Optofluidic Convection around Au Nanorods and Nanospheres by Photothermal Heating: Effect of Nanoparticle Geometry and Boundary Conditions

Laser mediated heat transfer and optofluidic nano-scale convection can be exploited in the photothermal applications of plamonic nanoparticles in different micro-environment. In this work, heat transfer and fluid flow around Au nanospheres and nanorods in water medium under continuous and pulsed wave laser irradiance was investigated using an FEM based numerical framework. Au nanospheres of a wide range of diameter: 40 nm ≤ Diameter (D) ≤ 180 nm and nanorods with varying aspect ratio (1 ≤ Aspect ratio (A) ≤ 5) and orientation (0o ≤ θ ≤ 90o, ϕ = 0o, 90o) with respect to the incident EM radiation were investigated for continuous wave (CW) and pulsed wave laser.
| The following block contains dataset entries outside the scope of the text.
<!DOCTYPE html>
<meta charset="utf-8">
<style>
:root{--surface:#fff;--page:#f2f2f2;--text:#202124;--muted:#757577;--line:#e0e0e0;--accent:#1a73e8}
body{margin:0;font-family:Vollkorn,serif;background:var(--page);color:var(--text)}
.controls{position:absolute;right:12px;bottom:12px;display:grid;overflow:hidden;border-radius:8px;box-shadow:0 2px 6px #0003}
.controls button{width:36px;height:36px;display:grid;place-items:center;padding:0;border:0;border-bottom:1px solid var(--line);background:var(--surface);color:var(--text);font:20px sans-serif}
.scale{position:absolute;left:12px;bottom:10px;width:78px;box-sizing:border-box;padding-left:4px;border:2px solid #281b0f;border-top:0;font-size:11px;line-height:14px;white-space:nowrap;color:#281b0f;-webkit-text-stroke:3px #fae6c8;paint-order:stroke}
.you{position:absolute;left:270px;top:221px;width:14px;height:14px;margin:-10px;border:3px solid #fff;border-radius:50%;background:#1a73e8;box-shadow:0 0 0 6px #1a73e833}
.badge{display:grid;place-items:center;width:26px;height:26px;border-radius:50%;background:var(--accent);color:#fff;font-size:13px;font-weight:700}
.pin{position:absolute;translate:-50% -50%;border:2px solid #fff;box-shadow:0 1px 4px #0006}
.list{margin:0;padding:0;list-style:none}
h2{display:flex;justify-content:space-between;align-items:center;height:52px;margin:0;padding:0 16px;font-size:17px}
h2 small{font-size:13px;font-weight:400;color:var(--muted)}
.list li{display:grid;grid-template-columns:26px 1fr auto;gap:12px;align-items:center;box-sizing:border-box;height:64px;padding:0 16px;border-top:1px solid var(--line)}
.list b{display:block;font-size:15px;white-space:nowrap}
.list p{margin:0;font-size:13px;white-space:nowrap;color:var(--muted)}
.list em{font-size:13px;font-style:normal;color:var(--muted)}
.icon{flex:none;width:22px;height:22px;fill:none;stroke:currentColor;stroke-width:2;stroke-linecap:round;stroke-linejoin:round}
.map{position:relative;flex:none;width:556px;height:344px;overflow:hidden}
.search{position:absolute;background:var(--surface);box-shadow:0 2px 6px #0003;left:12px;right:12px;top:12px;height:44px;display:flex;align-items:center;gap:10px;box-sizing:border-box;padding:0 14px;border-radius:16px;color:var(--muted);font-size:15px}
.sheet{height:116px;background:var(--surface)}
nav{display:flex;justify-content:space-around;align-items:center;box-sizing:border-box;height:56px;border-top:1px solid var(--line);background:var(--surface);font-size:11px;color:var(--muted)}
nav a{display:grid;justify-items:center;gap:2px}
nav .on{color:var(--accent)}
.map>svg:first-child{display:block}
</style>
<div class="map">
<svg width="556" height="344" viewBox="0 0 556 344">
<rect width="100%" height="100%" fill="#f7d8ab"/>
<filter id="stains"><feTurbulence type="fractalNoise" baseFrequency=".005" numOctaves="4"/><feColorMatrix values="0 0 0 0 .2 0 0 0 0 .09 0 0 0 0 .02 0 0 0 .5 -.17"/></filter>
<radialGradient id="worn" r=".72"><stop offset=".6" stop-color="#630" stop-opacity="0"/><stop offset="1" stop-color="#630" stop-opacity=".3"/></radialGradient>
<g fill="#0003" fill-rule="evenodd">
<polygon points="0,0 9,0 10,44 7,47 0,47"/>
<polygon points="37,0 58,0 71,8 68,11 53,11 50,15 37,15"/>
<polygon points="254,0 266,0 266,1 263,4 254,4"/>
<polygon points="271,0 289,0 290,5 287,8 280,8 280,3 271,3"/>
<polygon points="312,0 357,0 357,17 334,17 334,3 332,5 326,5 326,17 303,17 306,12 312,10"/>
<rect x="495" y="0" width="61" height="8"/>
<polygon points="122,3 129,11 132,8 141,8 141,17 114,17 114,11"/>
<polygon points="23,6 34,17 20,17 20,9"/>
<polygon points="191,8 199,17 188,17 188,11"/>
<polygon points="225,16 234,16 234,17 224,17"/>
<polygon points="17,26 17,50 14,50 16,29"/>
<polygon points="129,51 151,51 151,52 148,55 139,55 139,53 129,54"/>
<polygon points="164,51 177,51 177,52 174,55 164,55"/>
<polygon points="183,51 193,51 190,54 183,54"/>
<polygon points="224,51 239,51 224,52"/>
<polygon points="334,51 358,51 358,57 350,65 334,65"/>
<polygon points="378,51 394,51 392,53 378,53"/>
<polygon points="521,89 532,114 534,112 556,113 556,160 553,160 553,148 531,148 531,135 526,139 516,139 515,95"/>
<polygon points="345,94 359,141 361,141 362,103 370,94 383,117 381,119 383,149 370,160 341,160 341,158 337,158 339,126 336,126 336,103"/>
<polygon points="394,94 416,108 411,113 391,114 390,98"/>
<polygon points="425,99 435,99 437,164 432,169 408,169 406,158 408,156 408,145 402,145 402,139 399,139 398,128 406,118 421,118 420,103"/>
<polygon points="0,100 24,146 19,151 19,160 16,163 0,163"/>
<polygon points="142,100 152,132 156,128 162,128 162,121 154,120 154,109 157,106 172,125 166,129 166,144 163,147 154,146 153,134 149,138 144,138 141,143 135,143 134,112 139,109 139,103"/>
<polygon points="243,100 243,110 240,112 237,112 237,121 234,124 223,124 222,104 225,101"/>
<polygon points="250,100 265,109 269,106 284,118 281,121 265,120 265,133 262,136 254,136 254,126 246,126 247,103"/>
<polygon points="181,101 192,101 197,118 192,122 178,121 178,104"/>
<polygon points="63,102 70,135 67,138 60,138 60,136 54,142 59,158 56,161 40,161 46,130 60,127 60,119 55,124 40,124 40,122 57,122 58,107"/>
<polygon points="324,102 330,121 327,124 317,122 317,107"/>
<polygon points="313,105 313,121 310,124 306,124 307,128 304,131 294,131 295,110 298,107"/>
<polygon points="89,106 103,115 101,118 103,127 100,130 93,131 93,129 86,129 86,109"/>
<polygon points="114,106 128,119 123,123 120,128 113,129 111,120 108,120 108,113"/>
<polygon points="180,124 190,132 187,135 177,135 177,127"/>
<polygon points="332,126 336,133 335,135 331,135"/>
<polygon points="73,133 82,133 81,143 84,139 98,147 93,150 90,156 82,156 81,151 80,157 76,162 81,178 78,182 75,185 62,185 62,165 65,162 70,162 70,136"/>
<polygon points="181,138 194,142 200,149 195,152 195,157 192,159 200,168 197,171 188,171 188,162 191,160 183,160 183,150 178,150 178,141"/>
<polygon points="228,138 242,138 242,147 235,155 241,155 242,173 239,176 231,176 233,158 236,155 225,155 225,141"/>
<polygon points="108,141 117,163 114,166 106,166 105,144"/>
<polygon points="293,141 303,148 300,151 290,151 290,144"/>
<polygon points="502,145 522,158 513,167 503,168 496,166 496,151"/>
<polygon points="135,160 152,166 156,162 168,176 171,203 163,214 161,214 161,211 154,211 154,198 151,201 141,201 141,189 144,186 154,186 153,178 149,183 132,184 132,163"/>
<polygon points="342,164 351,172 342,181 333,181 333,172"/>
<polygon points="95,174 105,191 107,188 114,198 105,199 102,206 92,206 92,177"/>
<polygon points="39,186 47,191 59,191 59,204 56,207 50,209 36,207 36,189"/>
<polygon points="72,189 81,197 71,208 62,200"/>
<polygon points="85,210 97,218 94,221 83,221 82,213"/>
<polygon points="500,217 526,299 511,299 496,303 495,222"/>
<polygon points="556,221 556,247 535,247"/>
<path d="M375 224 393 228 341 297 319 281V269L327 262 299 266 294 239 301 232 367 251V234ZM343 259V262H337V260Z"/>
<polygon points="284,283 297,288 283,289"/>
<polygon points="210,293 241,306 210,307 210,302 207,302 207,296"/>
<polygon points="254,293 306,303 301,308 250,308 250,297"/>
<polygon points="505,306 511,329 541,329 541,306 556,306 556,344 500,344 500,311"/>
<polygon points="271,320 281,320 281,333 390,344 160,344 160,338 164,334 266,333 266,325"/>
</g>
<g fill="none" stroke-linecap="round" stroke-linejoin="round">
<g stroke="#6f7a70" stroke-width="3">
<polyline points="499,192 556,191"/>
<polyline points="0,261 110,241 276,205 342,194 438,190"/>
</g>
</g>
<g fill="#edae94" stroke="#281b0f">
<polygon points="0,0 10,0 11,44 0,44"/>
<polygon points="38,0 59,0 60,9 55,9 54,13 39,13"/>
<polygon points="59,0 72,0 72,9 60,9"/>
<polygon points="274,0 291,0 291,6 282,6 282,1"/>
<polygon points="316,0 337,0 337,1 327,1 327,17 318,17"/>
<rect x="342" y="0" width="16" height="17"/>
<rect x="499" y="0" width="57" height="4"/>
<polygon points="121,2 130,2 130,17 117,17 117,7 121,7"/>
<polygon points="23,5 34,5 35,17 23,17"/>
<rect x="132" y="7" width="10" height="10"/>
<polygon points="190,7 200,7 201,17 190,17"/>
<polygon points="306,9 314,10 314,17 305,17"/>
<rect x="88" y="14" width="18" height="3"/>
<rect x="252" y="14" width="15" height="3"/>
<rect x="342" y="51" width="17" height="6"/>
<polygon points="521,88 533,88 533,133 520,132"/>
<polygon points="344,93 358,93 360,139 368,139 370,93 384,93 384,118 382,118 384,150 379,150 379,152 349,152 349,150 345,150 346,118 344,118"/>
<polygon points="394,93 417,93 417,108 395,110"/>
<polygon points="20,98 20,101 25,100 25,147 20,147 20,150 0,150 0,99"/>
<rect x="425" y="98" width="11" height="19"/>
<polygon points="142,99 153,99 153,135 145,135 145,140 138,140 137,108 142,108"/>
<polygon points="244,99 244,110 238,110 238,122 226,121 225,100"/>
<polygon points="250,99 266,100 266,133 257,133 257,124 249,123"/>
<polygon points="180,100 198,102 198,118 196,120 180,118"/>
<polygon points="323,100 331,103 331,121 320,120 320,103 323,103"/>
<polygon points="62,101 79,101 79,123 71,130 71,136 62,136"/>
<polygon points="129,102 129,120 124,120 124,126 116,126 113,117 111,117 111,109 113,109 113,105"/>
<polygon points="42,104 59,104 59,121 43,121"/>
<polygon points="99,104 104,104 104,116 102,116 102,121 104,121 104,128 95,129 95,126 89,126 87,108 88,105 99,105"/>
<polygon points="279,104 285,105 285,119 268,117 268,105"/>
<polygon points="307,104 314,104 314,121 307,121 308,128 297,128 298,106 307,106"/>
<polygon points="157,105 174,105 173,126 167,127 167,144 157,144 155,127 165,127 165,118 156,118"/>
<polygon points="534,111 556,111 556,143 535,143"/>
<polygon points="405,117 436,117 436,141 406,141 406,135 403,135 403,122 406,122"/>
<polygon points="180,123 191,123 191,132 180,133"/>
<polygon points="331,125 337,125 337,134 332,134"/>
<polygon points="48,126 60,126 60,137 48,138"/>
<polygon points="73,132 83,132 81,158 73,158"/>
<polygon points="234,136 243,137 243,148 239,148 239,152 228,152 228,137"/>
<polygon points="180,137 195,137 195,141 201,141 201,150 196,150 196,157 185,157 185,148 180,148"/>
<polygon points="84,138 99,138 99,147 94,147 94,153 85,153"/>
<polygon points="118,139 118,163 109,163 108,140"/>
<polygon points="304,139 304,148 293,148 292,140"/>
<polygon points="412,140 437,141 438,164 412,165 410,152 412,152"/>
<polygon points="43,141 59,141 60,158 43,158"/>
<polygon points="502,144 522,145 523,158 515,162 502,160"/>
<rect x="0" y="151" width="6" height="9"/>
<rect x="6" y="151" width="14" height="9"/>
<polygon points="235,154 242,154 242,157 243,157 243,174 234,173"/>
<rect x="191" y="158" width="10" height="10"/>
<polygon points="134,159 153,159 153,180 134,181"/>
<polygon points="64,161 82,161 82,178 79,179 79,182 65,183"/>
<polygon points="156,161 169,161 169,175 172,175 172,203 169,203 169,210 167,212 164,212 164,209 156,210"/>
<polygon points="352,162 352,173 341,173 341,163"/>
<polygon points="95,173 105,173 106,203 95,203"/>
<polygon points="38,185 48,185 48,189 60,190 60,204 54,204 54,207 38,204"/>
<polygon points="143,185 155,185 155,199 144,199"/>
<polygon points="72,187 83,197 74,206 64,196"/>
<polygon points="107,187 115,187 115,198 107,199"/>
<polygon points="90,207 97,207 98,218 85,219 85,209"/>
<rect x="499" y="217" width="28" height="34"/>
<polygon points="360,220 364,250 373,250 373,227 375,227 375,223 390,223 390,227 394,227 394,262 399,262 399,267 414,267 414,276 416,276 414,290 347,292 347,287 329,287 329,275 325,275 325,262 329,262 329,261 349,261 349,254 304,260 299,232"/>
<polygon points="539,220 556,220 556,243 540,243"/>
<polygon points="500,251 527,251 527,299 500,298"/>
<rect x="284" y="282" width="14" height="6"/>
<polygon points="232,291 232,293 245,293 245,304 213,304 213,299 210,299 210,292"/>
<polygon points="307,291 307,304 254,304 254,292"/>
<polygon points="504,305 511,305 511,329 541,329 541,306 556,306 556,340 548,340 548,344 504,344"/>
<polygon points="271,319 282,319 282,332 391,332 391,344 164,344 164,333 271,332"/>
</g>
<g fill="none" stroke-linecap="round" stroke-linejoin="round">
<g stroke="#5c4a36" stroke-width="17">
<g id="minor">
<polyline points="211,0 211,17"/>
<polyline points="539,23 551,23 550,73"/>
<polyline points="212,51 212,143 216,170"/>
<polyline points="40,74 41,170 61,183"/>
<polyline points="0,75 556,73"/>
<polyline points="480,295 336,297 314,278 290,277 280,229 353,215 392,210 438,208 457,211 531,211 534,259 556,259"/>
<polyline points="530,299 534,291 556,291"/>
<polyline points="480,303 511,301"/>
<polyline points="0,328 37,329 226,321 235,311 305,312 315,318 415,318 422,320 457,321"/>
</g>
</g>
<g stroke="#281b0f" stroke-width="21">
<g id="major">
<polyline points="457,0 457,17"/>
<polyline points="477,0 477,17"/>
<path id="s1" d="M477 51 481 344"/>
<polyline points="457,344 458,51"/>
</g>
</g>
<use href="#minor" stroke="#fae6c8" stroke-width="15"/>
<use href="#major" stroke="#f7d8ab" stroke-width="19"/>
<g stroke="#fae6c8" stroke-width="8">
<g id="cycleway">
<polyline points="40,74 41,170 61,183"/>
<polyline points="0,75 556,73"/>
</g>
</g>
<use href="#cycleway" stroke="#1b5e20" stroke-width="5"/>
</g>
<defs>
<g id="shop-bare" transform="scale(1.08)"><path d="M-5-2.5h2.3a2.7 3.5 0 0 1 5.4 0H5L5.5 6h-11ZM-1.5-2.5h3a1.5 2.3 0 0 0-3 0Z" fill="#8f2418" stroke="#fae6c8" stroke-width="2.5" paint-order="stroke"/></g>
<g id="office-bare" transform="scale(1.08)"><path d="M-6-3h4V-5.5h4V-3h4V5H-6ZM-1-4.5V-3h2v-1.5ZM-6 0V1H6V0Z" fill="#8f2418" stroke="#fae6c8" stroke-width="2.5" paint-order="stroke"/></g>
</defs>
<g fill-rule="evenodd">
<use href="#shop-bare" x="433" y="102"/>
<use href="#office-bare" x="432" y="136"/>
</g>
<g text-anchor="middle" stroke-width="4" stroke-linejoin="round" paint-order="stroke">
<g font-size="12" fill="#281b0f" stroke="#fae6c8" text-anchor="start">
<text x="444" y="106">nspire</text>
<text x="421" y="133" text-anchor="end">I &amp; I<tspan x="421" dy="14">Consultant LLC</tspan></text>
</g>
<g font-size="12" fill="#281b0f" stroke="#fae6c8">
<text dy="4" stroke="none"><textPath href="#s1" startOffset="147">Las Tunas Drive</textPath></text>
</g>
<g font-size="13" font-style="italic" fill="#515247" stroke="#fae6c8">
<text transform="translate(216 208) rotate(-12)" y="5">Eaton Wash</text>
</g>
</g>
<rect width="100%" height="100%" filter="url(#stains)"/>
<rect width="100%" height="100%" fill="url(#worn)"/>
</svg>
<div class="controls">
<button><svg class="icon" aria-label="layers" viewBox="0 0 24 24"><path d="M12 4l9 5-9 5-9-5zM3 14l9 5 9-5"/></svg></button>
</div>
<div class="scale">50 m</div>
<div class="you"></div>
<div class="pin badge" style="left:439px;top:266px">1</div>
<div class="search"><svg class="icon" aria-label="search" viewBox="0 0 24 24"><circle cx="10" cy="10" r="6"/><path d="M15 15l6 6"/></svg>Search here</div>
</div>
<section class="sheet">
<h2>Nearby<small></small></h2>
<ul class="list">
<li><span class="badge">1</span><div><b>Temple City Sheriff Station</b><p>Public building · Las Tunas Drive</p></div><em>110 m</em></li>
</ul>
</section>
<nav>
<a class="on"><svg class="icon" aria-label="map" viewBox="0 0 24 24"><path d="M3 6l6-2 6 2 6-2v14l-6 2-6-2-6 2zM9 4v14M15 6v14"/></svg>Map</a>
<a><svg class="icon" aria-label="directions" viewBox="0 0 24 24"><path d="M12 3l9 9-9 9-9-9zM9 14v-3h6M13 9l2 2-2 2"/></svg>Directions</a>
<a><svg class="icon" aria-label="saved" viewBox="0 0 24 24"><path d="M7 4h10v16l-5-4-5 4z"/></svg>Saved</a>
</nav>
Relatively large Au nanorods dimensions similar to the models were also synthesized. The numerical results were validated by comparison with the experimental optical cross-section of the synthesized nanorods. It was found that although nanorods can attain much higher temperature than nanospheres, orientation of a nanorod is an important factor to be carefully considered in applications. In micro-scale spherical and hemispherical confinements (diameter < 14.4 μm) convective velocity fields around nanoparticles were determined for slip and no-slip condition on the confining walls. It was found that slip boundary condition on the confining walls has a moderate effect on the strength of the flow field. While, the effect of the proximity of the nanoparticle from the walls is considerable.